Collected data
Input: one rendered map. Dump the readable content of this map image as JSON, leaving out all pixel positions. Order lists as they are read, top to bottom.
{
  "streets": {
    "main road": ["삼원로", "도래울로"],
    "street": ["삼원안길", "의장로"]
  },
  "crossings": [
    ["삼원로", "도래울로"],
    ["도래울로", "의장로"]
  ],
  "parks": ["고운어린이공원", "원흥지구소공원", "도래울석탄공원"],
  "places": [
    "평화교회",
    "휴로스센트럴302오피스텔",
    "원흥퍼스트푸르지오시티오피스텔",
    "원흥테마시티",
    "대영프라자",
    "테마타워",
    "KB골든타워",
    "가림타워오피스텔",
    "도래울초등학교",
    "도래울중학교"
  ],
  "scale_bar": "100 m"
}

* Work instruction
Could every entry above be printed again, word for word?

* Output of the exercise
Input: one rendered map. Dump the readable content of this map image as JSON, leaving out all pixel positions. Order lists as they are read, top to bottom.
{
  "streets": {
    "main road": ["삼원로", "도래울로"],
    "street": ["삼원안길", "의장로"]
  },
  "crossings": [
    ["삼원로", "도래울로"],
    ["도래울로", "의장로"]
  ],
  "parks": ["고운어린이공원", "원흥지구소공원", "도래울석탄공원"],
  "places": [
    "평화교회",
    "휴로스센트럴302오피스텔",
    "원흥퍼스트푸르지오시티오피스텔",
    "원흥테마시티",
    "대영프라자",
    "테마타워",
    "KB골든타워",
    "가림타워오피스텔",
    "도래울초등학교",
    "도래울중학교"
  ],
  "scale_bar": "100 m"
}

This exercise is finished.